#### About this exercise
Restate the listing word for word. Stop at the line that holds "623px,219px 658px,198px 696px,203px", include it, and leave out all pictures.

#### Data excerpts
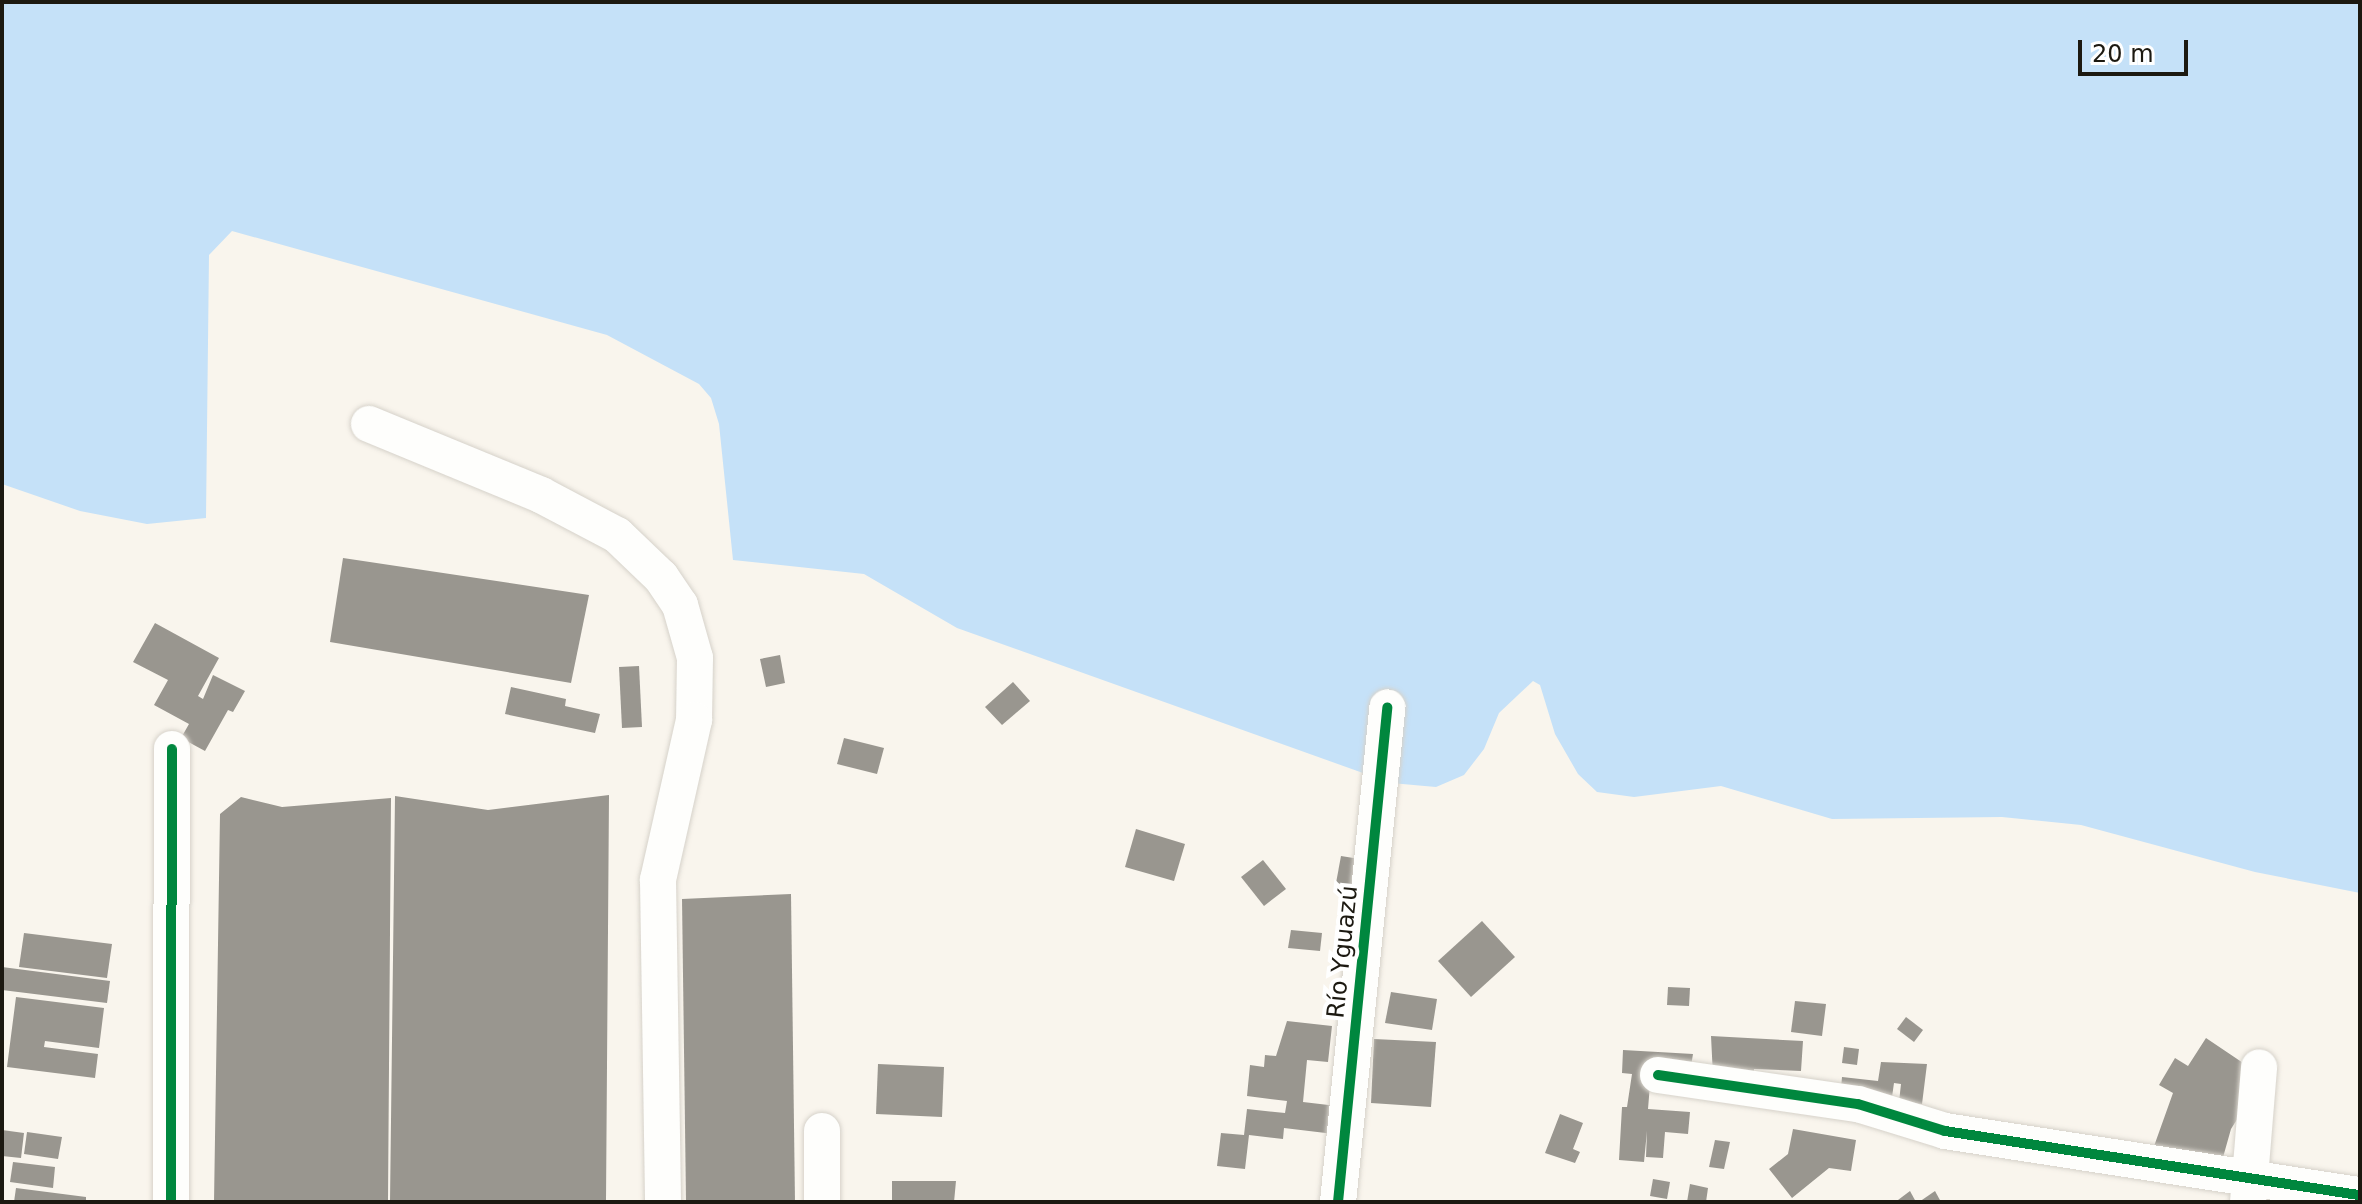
<!DOCTYPE html>
<meta charset="utf-8">
<style>
body{margin:0}
#map{position:relative;width:2362px;height:1204px;overflow:hidden;background:#f9f5ed;font-family:"DejaVu Sans",sans-serif}
div>[style]{position:absolute}
[style*='--x']{left:calc(var(--x)*1px);top:calc(var(--y)*1px);width:calc(var(--w)*1px);rotate:calc(var(--a)*1deg)}
.water>*{inset:0;background:#c5e1f8}
.building>*{inset:0;background:#99968f}
.roads{filter:drop-shadow(0 0 2px #d6d2ca) drop-shadow(0 0 2px #d6d2ca)}
.minor>*{height:36px;margin:-18px;padding:0 18px;transform-origin:18px;border-radius:18px;background:#fefefc}
.cycleway>*{height:10px;margin:-5px;padding:0 5px;transform-origin:5px;border-radius:5px;background:#00873e}
span{translate:-50% -50%;white-space:nowrap;text-align:center;line-height:1.15;-webkit-text-stroke:8px #fff;paint-order:stroke}
.street-label{font-size:24px;color:#1c1911}
.frame{position:absolute;inset:0;border:4px solid #1c1911;pointer-events:none}
.scale{position:absolute;left:2078px;top:40px;width:110px;height:36px;box-sizing:border-box;border:4px solid #1c1911;border-top:0;padding-left:10px;font-size:24px;line-height:28px;white-space:nowrap;color:#1c1911;-webkit-text-stroke:6px #fff;paint-order:stroke}
</style>
<div id="map">
<div class="water">
<i style="clip-path:polygon(2px 2px,2360px 2px,2360px 893px,2255px 872px,2081px 825px,2002px 817px,1832px 819px,1721px 786px,1634px 797px,1597px 792px,1578px 774px,1555px 734px,1540px 685px,1533px 681px,1499px 713px,1484px 749px,1464px 775px,1436px 787px,1391px 783px,957px 628px,864px 574px,733px 560px,719px 424px,711px 398px,699px 384px,607px 335px,232px 231px,209px 255px,206px 518px,147px 524px,80px 511px,2px 484px)"></i>
</div>
<div class="building">
<i style="clip-path:polygon(343px 558px,589px 595px,571px 683px,330px 642px)"></i>
<i style="clip-path:polygon(155px 623px,219px 658px,198px 696px,203px 699px,213px 675px,245px 691px,233px 712px,228px 710px,205px 751px,181px 738px,189px 724px,154px 705px,168px 680px,133px 662px)"></i>
<i style="clip-path:polygon(780px 655px,785px 683px,766px 687px,760px 659px)"></i>
<i style="clip-path:polygon(639px 666px,642px 727px,622px 728px,619px 667px)"></i>
<i style="clip-path:polygon(1013px 682px,1030px 701px,1002px 725px,985px 707px)"></i>
<i style="clip-path:polygon(511px 687px,566px 699px,565px 706px,600px 714px,595px 733px,505px 714px)"></i>
<i style="clip-path:polygon(844px 738px,884px 748px,877px 774px,837px 764px)"></i>
<i style="clip-path:polygon(609px 795px,606px 1202px,390px 1202px,395px 796px,488px 810px)"></i>
<i style="clip-path:polygon(241px 797px,282px 807px,391px 798px,388px 1202px,214px 1202px,220px 814px)"></i>
<i style="clip-path:polygon(1136px 829px,1185px 844px,1174px 881px,1125px 867px)"></i>
<i style="clip-path:polygon(1341px 856px,1366px 860px,1362px 888px,1336px 883px)"></i>
<i style="clip-path:polygon(1263px 860px,1286px 889px,1264px 906px,1241px 877px)"></i>
<i style="clip-path:polygon(791px 894px,795px 1202px,686px 1202px,682px 899px)"></i>
<i style="clip-path:polygon(1482px 921px,1515px 957px,1471px 997px,1438px 961px)"></i>
<i style="clip-path:polygon(1291px 930px,1322px 933px,1320px 951px,1288px 948px)"></i>
<i style="clip-path:polygon(24px 933px,112px 944px,107px 978px,19px 967px)"></i>
<i style="clip-path:polygon(2px 967px,110px 981px,107px 1003px,2px 990px)"></i>
<i style="clip-path:polygon(1668px 987px,1690px 988px,1689px 1006px,1667px 1005px)"></i>
<i style="clip-path:polygon(1391px 992px,1437px 999px,1432px 1030px,1385px 1023px)"></i>
<i style="clip-path:polygon(16px 997px,104px 1008px,99px 1048px,45px 1041px,44px 1047px,98px 1054px,95px 1078px,7px 1067px)"></i>
<i style="clip-path:polygon(1795px 1001px,1826px 1004px,1822px 1036px,1791px 1032px)"></i>
<i style="clip-path:polygon(1906px 1017px,1923px 1030px,1914px 1042px,1897px 1029px)"></i>
<i style="clip-path:polygon(1287px 1021px,1332px 1026px,1328px 1062px,1307px 1060px,1303px 1102px,1337px 1106px,1334px 1134px,1284px 1128px,1283px 1139px,1249px 1135px,1245px 1169px,1217px 1166px,1221px 1133px,1244px 1135px,1247px 1109px,1285px 1113px,1287px 1101px,1247px 1096px,1250px 1065px,1264px 1067px,1265px 1055px,1276px 1056px)"></i>
<i style="clip-path:polygon(1711px 1036px,1803px 1041px,1801px 1071px,1754px 1069px,1753px 1079px,1713px 1076px)"></i>
<i style="clip-path:polygon(2206px 1038px,2252px 1069px,2248px 1102px,2231px 1129px,2220px 1168px,2153px 1149px,2173px 1093px,2159px 1085px,2175px 1058px,2188px 1066px)"></i>
<i style="clip-path:polygon(1374px 1039px,1436px 1042px,1431px 1107px,1371px 1103px)"></i>
<i style="clip-path:polygon(1844px 1047px,1859px 1049px,1857px 1065px,1842px 1063px)"></i>
<i style="clip-path:polygon(1623px 1050px,1693px 1054px,1690px 1072px,1651px 1072px,1648px 1109px,1690px 1112px,1688px 1134px,1665px 1132px,1663px 1158px,1646px 1157px,1647px 1131px,1644px 1162px,1619px 1160px,1622px 1107px,1627px 1107px,1632px 1074px,1622px 1073px)"></i>
<i style="clip-path:polygon(1881px 1062px,1927px 1064px,1922px 1104px,1899px 1102px,1901px 1084px,1894px 1083px,1891px 1104px,1840px 1099px,1842px 1077px,1878px 1081px)"></i>
<i style="clip-path:polygon(878px 1064px,944px 1067px,942px 1117px,876px 1114px)"></i>
<i style="clip-path:polygon(1560px 1114px,1583px 1123px,1573px 1149px,1580px 1152px,1575px 1163px,1545px 1153px)"></i>
<i style="clip-path:polygon(1793px 1129px,1856px 1140px,1851px 1171px,1829px 1168px,1792px 1198px,1769px 1169px,1788px 1154px)"></i>
<i style="clip-path:polygon(2px 1130px,24px 1133px,21px 1158px,2px 1156px)"></i>
<i style="clip-path:polygon(27px 1132px,62px 1137px,58px 1159px,24px 1154px)"></i>
<i style="clip-path:polygon(1715px 1140px,1730px 1142px,1724px 1169px,1709px 1167px)"></i>
<i style="clip-path:polygon(13px 1162px,55px 1167px,53px 1188px,10px 1182px)"></i>
<i style="clip-path:polygon(1653px 1179px,1670px 1182px,1667px 1199px,1650px 1196px)"></i>
<i style="clip-path:polygon(892px 1181px,956px 1181px,954px 1202px,892px 1202px)"></i>
<i style="clip-path:polygon(1690px 1184px,1708px 1188px,1706px 1202px,1687px 1202px)"></i>
<i style="clip-path:polygon(16px 1188px,86px 1197px,86px 1202px,14px 1202px)"></i>
<i style="clip-path:polygon(1910px 1191px,1916px 1202px,1899px 1202px,1898px 1200px)"></i>
<i style="clip-path:polygon(1935px 1191px,1941px 1202px,1919px 1202px)"></i>
</div>
<div class="roads">
<div class="minor">
<i style="--x:369;--y:424;--w:186;--a:22.4"></i>
<i style="--x:541;--y:495;--w:86;--a:27.8"></i>
<i style="--x:617;--y:535;--w:61;--a:43.7"></i>
<i style="--x:661;--y:577;--w:34;--a:56"></i>
<i style="--x:680;--y:605;--w:55;--a:74.2"></i>
<i style="--x:695;--y:658;--w:62;--a:90.9"></i>
<i style="--x:694;--y:720;--w:164;--a:102.7"></i>
<i style="--x:658;--y:880;--w:322;--a:89.1"></i>
<i style="--x:1658;--y:1075;--w:202;--a:8.3"></i>
<i style="--x:1858;--y:1104;--w:91;--a:17.2"></i>
<i style="--x:1945;--y:1131;--w:420;--a:8.8"></i>
<i style="--x:822;--y:1131;--w:71;--a:90"></i>
<i style="--x:171;--y:1202;--w:453;--a:-89.9"></i>
<i style="--x:1338;--y:1202;--w:497;--a:-84.3"></i>
<i style="--x:2248;--y:1202;--w:135;--a:-85.3"></i>
</div>
</div>
<div class="cycleway">
<i style="--x:1658;--y:1075;--w:202;--a:8.3"></i>
<i style="--x:1858;--y:1104;--w:91;--a:17.2"></i>
<i style="--x:1945;--y:1131;--w:420;--a:8.8"></i>
<i style="--x:171;--y:1202;--w:453;--a:-89.9"></i>
<i style="--x:1338;--y:1202;--w:497;--a:-84.3"></i>
</div>
<div class="street-label">
<span style="left:1343px;top:952px;rotate:-84deg">Río Yguazú</span>
</div>
<div class="frame"></div>
<div class="scale">20 m</div>
</div>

#### Solution for this exercise
<!DOCTYPE html>
<meta charset="utf-8">
<style>
body{margin:0}
#map{position:relative;width:2362px;height:1204px;overflow:hidden;background:#f9f5ed;font-family:"DejaVu Sans",sans-serif}
div>[style]{position:absolute}
[style*='--x']{left:calc(var(--x)*1px);top:calc(var(--y)*1px);width:calc(var(--w)*1px);rotate:calc(var(--a)*1deg)}
.water>*{inset:0;background:#c5e1f8}
.building>*{inset:0;background:#99968f}
.roads{filter:drop-shadow(0 0 2px #d6d2ca) drop-shadow(0 0 2px #d6d2ca)}
.minor>*{height:36px;margin:-18px;padding:0 18px;transform-origin:18px;border-radius:18px;background:#fefefc}
.cycleway>*{height:10px;margin:-5px;padding:0 5px;transform-origin:5px;border-radius:5px;background:#00873e}
span{translate:-50% -50%;white-space:nowrap;text-align:center;line-height:1.15;-webkit-text-stroke:8px #fff;paint-order:stroke}
.street-label{font-size:24px;color:#1c1911}
.frame{position:absolute;inset:0;border:4px solid #1c1911;pointer-events:none}
.scale{position:absolute;left:2078px;top:40px;width:110px;height:36px;box-sizing:border-box;border:4px solid #1c1911;border-top:0;padding-left:10px;font-size:24px;line-height:28px;white-space:nowrap;color:#1c1911;-webkit-text-stroke:6px #fff;paint-order:stroke}
</style>
<div id="map">
<div class="water">
<i style="clip-path:polygon(2px 2px,2360px 2px,2360px 893px,2255px 872px,2081px 825px,2002px 817px,1832px 819px,1721px 786px,1634px 797px,1597px 792px,1578px 774px,1555px 734px,1540px 685px,1533px 681px,1499px 713px,1484px 749px,1464px 775px,1436px 787px,1391px 783px,957px 628px,864px 574px,733px 560px,719px 424px,711px 398px,699px 384px,607px 335px,232px 231px,209px 255px,206px 518px,147px 524px,80px 511px,2px 484px)"></i>
</div>
<div class="building">
<i style="clip-path:polygon(343px 558px,589px 595px,571px 683px,330px 642px)"></i>
<i style="clip-path:polygon(155px 623px,219px 658px,198px 696px,203px 699px,213px 675px,245px 691px,233px 712px,228px 710px,205px 751px,181px 738px,189px 724px,154px 705px,168px 680px,133px 662px)"></i>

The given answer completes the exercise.